Attacks that occurred earlier in the day included five soldiers that were killed in Oivara town, which is located approximately 290 km north of Baghdad. According to military sources, suspected militants ambushed two taxis which were taking soldiers from Baghdad to Mosul, where they would join their units.
In the words of an unidentified senior intelligence military officer:
One of the cars escaped the ambush but the second one could not and the militants shot dead five soldiers and burned their bodies after they killed them.”
According to a medical source at the morgue in Mosul, the soldiers’ bodies had been burned.
In two other explosions in Madaen, seven people were also killed and 30 others were injured. This happened about 30 km southeast of Baghdad, the police stated.
Also, police and medical sources said that another two explosions took place in commercial areas in western and northern Baghdad. In these bombings, 12 people were killed and 45 were wounded.
In eastern Baghdad, meanwhile, a bomb stuck to a car killed three people and wounded four, according to police and medical sources.
Gunmen in Diyala province shot dead an ex-policeman in the town of Abbara, a town located near the provincial capital city of Baquba, approximately 65 km northeast of Baghdad, according to a provincial police source.
Police also stated that earlier on Sunday, three people were killed and 15 wounded due to a car bomb exploding in Balad, which is around 80 km (50 miles) north of Baghdad. In eastern Mosul, 300 km (240 miles) north of Baghdad, two other people were shot dead near their homes.
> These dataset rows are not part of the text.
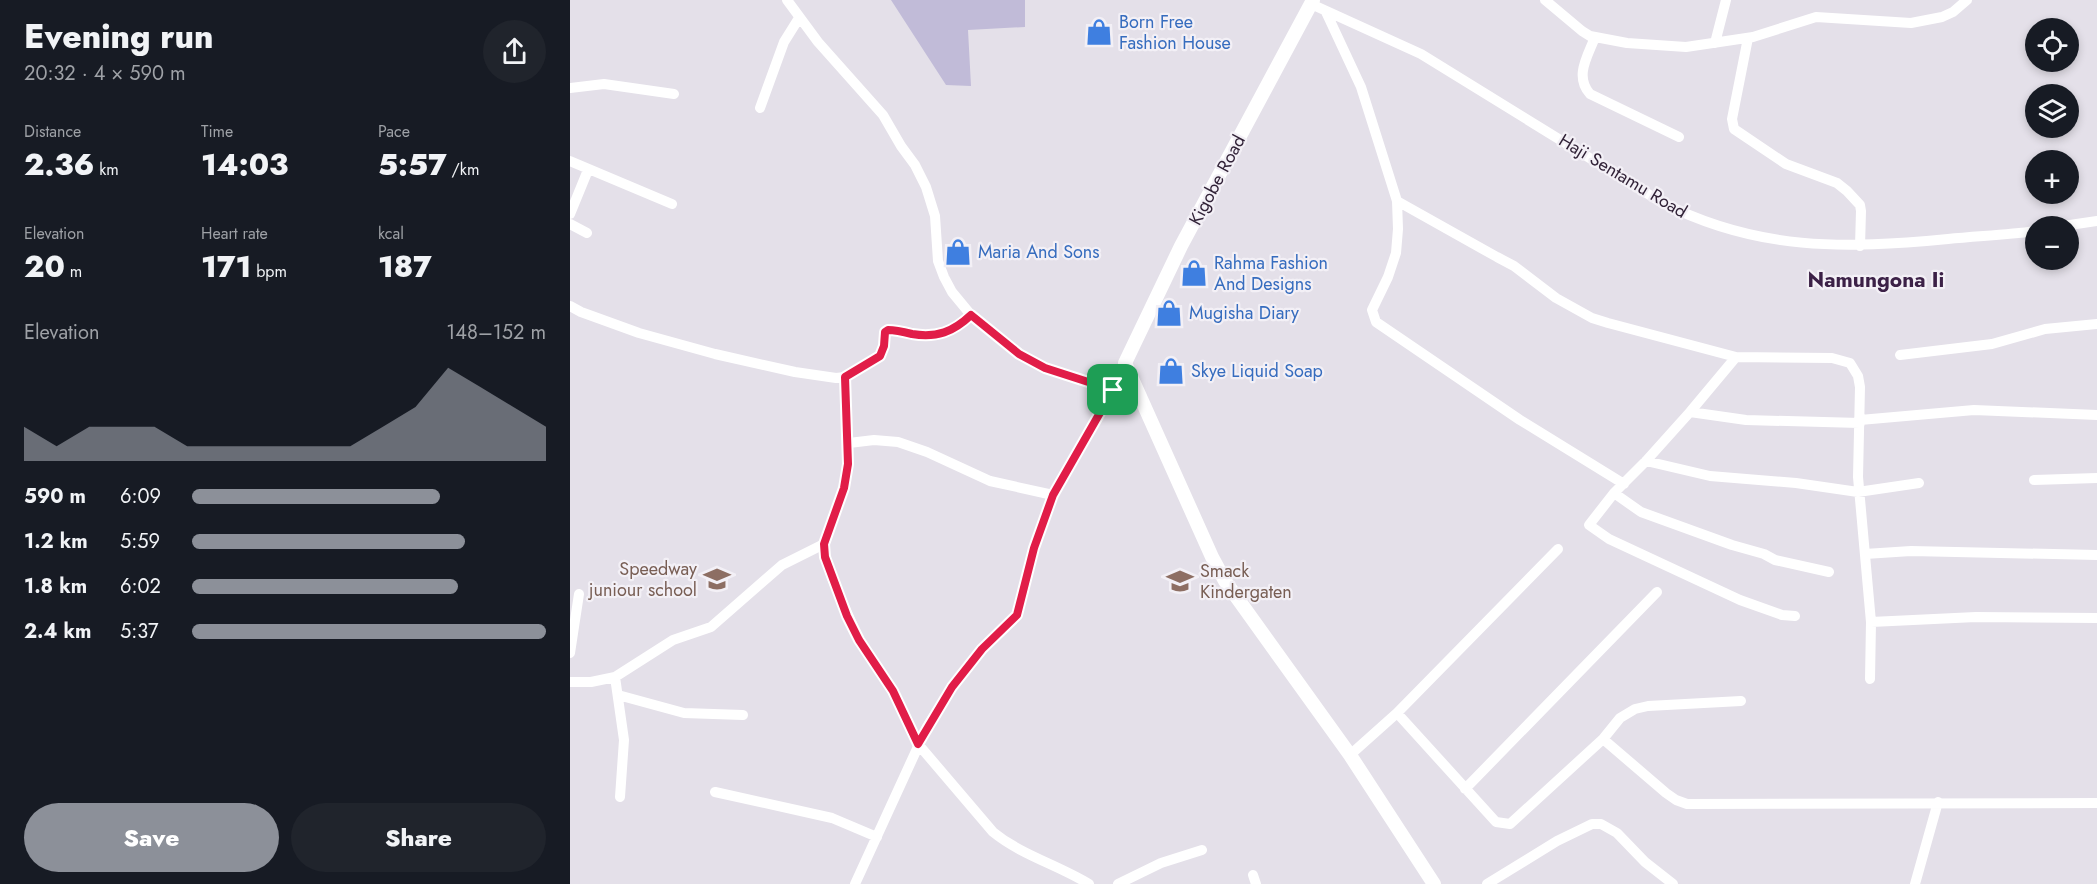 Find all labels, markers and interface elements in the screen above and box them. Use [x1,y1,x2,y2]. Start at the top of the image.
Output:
place label: Born Free Fashion House [1119,9,1231,56]
text: Evening run [24,13,214,60]
shop icon: Born Free Fashion House [1084,17,1114,47]
map controls [2025,18,2079,270]
button: locate [2025,18,2079,72]
button: share [483,20,546,83]
text: 20:32 · 4 × 590 m [24,59,186,88]
button: layers [2025,84,2079,138]
text: Distance [24,120,81,143]
text: Time [201,120,233,143]
text: Pace [378,120,410,143]
street label: Haji Sentamu Road [1554,127,1692,225]
street label: Kigobe Road [1182,130,1252,230]
text: 2.36 [24,143,95,186]
text: 14:03 [201,143,288,186]
text: 5:57 [378,143,447,186]
button: + [2025,150,2079,204]
text: km [95,158,119,181]
text: /km [447,158,479,181]
button: − [2025,216,2079,270]
text: Elevation [24,222,84,245]
text: Heart rate [201,222,268,245]
text: kcal [378,222,404,245]
shop icon: Maria And Sons [943,237,973,267]
place label: Maria And Sons [978,239,1100,265]
text: 20 [24,245,65,288]
text: 171 [201,245,251,288]
text: 187 [378,245,432,288]
place label: Rahma Fashion And Designs [1214,250,1328,297]
shop icon: Rahma Fashion And Designs [1179,258,1209,288]
text: m [65,260,82,283]
text: bpm [251,260,287,283]
district label: Namungona Ii [1808,265,1944,295]
shop icon: Mugisha Diary [1154,298,1184,328]
place label: Mugisha Diary [1189,300,1299,326]
text: Elevation [24,318,99,347]
text: 148–152 m [446,318,546,347]
shop icon: Skye Liquid Soap [1156,356,1186,386]
place label: Skye Liquid Soap [1191,358,1323,384]
pin [1087,364,1138,415]
icon: arrive [1096,373,1129,406]
text: 590 m [24,482,86,511]
text: 6:09 [120,482,161,511]
text: 1.2 km [24,527,88,556]
text: 5:59 [120,527,160,556]
place label: Speedway juniour school [587,556,697,603]
place label: Smack Kindergaten [1200,558,1292,605]
school or university icon: Speedway juniour school [702,564,732,594]
school or university icon: Smack Kindergaten [1165,566,1195,596]
text: 1.8 km [24,572,87,601]
text: 6:02 [120,572,161,601]
text: 2.4 km [24,617,91,646]
text: 5:37 [120,617,158,646]
button: Save [24,803,279,872]
button: Share [291,803,546,872]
Two members of a displaced Shi’ite family who had recently returned to their home were also killed by roadside bombs. Nine others were also wounded in the attack, according to police sources.
Though no one group has claimed responsibility for the attacks on Sunday, Sunni Islamist militants, emboldened by the civil war in Syria, have been regaining momentum in their insurgency against the Shi’ite-controlled government.
The death toll in Iraq on Sunday, of at least 47 dead and more than 113 wounded, are the latest signs that sectarian violence has once again turned Iraq into a bloody battleground.